Notice that the proof is not only for a ≤ a but for a ≤ b.

Require Import Arith Utf8.  (* for Nat.lt_irrefl *)

Local Definition lt_irrefl {a b} : S a = b → b ≤ a → False :=
  λ e, match e with eq_refl => Nat.lt_irrefl _ end.

Section eq_nat_pirr.

  (** We need proof irrelevance for "@eq nat" 
      Below is a direct proof by induction on "a"
      that does not use Hedberg theorem, theorem
      which generalizes the irrelevance result to all
      equality predicates which are (weakly) decidable. *)

  Fact eq_0_inv {a} (e : 0 = a) :
    match a return _ = a → Prop with
    | 0   => λ f, eq_refl = f
    | S _ => λ _, False
    end e.
  Proof. now destruct e. Qed.

  Definition eq_0_pirr (e : 0 = 0) : eq_refl = e.
  Proof. exact (eq_0_inv e). Qed.

  Print eq_S.

  Fact eq_S_inv {a b} (e : S a = b) :
    match b return _ = b → Prop with
    | 0   => λ _, False
    | S b => λ e, ∃f, f_equal S f = e
    end e.
  Proof. destruct e; now exists eq_refl. Qed.

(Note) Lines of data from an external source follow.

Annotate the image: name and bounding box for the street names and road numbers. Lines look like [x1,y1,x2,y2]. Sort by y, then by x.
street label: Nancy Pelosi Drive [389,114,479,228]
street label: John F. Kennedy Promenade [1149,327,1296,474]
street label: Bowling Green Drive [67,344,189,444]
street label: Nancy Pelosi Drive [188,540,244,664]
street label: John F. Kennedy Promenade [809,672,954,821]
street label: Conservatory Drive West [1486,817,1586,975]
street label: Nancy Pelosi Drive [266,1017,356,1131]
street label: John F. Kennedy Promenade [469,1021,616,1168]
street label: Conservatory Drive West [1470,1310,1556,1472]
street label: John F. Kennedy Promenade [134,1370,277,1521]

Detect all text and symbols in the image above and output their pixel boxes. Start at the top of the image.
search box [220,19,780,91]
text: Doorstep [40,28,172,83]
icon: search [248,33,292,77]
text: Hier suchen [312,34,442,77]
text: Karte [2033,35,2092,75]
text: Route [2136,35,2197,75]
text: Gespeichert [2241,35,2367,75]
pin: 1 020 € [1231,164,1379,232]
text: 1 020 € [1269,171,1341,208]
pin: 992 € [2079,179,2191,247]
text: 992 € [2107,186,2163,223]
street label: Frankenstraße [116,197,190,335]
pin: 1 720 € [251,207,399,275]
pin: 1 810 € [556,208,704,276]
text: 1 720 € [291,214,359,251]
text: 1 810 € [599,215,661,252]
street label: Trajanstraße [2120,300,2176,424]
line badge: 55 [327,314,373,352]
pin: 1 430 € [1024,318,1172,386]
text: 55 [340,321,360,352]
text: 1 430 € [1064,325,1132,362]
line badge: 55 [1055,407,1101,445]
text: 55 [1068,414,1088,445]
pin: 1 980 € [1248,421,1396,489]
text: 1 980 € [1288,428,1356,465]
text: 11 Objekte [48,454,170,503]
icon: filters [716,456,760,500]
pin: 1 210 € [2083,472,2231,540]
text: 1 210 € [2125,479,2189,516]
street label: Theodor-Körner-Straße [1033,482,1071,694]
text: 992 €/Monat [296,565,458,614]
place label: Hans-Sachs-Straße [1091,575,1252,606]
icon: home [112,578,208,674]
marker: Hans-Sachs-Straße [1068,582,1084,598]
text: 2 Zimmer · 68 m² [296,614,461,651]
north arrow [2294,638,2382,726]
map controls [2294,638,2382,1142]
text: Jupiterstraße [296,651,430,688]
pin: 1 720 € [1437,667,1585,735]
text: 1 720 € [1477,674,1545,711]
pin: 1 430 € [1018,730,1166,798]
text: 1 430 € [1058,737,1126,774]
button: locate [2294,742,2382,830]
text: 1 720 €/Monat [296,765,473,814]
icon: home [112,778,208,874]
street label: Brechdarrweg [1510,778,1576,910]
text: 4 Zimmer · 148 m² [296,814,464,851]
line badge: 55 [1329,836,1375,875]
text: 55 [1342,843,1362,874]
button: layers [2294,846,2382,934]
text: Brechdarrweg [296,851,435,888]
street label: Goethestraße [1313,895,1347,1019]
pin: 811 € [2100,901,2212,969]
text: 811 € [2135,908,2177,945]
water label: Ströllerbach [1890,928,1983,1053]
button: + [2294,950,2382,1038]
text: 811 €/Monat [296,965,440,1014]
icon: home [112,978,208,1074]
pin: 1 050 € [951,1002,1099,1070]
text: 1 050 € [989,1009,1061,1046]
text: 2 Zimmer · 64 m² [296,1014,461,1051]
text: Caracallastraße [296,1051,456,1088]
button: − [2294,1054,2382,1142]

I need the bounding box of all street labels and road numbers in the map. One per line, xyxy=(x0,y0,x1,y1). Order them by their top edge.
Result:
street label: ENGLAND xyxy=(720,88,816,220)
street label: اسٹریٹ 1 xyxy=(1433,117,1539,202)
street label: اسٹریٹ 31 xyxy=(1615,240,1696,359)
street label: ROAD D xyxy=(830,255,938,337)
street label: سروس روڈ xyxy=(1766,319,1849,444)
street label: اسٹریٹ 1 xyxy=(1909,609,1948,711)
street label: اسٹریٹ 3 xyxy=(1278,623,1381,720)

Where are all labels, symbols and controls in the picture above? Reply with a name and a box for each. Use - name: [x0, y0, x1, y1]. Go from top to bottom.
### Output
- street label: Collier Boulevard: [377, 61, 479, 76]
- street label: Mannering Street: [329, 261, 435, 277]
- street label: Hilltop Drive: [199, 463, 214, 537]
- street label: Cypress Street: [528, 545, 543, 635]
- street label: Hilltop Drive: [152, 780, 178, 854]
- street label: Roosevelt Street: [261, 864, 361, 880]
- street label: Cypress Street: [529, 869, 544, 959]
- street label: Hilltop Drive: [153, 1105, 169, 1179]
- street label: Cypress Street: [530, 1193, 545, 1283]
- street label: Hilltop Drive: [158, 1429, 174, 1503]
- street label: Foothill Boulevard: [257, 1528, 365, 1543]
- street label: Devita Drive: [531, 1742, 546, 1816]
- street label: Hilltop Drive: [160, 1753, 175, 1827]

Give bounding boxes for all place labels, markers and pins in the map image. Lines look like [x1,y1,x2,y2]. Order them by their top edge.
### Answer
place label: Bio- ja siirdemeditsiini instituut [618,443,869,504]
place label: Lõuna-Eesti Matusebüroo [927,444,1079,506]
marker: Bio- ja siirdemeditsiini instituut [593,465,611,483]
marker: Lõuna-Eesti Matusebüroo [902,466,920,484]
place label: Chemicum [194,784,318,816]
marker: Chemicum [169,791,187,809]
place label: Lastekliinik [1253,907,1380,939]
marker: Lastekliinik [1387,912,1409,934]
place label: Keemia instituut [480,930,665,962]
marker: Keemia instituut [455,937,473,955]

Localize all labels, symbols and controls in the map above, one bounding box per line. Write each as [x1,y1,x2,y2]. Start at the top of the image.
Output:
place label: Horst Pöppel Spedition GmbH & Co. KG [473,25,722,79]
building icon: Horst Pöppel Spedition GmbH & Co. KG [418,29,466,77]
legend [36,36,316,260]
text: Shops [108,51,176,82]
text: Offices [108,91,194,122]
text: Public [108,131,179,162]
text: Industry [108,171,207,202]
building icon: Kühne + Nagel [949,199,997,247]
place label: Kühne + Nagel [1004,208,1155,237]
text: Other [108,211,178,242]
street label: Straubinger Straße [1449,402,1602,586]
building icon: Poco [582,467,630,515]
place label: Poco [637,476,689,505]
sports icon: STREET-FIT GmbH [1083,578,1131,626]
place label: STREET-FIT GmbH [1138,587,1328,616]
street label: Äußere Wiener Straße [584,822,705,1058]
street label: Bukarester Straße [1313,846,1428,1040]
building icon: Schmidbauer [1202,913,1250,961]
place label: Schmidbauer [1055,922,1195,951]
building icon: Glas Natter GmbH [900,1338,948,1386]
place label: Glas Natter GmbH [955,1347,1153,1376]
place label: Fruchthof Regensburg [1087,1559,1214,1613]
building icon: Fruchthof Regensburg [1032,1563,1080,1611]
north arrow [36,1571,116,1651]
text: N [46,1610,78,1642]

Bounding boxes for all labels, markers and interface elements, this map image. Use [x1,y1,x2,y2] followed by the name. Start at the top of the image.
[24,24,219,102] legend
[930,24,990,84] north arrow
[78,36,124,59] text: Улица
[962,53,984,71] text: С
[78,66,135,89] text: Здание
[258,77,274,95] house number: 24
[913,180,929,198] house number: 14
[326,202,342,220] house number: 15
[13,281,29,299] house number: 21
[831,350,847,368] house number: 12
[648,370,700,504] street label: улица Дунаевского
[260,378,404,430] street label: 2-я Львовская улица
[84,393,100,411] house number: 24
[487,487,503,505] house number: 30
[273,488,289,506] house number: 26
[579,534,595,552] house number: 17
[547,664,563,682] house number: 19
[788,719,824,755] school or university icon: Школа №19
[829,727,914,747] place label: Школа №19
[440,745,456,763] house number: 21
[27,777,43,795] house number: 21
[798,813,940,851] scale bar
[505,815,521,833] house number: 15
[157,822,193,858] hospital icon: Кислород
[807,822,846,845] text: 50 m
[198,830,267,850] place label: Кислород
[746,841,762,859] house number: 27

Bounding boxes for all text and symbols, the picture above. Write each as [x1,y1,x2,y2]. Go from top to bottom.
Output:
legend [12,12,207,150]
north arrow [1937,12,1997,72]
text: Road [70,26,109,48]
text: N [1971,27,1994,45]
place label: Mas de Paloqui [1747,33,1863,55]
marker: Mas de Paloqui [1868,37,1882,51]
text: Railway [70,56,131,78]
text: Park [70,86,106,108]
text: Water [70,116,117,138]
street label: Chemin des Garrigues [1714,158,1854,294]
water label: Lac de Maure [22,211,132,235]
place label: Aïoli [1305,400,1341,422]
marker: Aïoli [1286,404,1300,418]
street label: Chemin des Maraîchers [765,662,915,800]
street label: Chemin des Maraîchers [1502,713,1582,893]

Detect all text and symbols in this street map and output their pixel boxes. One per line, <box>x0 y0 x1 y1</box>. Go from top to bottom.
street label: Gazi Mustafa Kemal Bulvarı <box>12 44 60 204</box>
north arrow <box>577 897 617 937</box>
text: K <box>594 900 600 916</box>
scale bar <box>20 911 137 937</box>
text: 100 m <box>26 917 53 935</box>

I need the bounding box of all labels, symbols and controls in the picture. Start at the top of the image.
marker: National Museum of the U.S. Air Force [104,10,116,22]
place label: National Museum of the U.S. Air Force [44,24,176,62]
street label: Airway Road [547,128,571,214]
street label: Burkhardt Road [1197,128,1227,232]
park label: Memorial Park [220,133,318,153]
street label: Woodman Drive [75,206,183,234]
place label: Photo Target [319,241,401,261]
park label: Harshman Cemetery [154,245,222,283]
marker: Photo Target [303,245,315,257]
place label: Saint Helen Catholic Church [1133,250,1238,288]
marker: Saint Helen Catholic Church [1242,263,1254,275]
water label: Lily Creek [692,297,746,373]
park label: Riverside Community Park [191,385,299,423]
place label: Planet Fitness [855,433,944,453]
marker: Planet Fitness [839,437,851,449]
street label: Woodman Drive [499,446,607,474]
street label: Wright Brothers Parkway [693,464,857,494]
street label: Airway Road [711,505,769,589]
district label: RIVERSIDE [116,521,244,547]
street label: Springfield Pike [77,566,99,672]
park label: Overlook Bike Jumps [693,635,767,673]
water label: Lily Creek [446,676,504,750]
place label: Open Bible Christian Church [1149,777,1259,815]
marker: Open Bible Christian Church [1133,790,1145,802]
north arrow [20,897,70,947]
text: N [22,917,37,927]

  Definition eq_S_pirr {a b} (e : S a = S b) : ∃f : a = b, f_equal S f = e.
  Proof. exact (eq_S_inv e). Qed.

  Theorem eq_nat_pirr {a : nat} : ∀e : a = a, eq_refl = e.
  Proof.
    induction a as [ | a IHa ].
    + apply eq_0_pirr.
    + intros e.
      destruct (eq_S_pirr e) as (f & <-).
      now destruct (IHa f).
  Qed.

End eq_nat_pirr.

Section le_pirr.

  Arguments le_n {_}.
  Arguments le_S {_ _}.

  Print le.

  (** We implement a simulateous induction principle
      on two proofs of "l₁ l₂ : a ≤ b", which proceeds
      by induction on l₁ and then dependent inversion 
      on l₂. 

      The used inversion lemmas are "le_eq_pirr"
      and "le_S_pirr" below but proving them requires
      some generalization. *)

  Definition le_eq_inv {a b} (l : a ≤ b) : ∀e : b = a, le_n = eq_rect _ (le a) l _ e.
  Proof.
    destruct l; intros e.
    + now destruct (eq_nat_pirr e).
    + destruct (lt_irrefl e l).
  Qed.

  Definition le_eq_pirr {a} (l : a ≤ a) : le_n = l.
  Proof. apply le_eq_inv with (e := eq_refl). Qed.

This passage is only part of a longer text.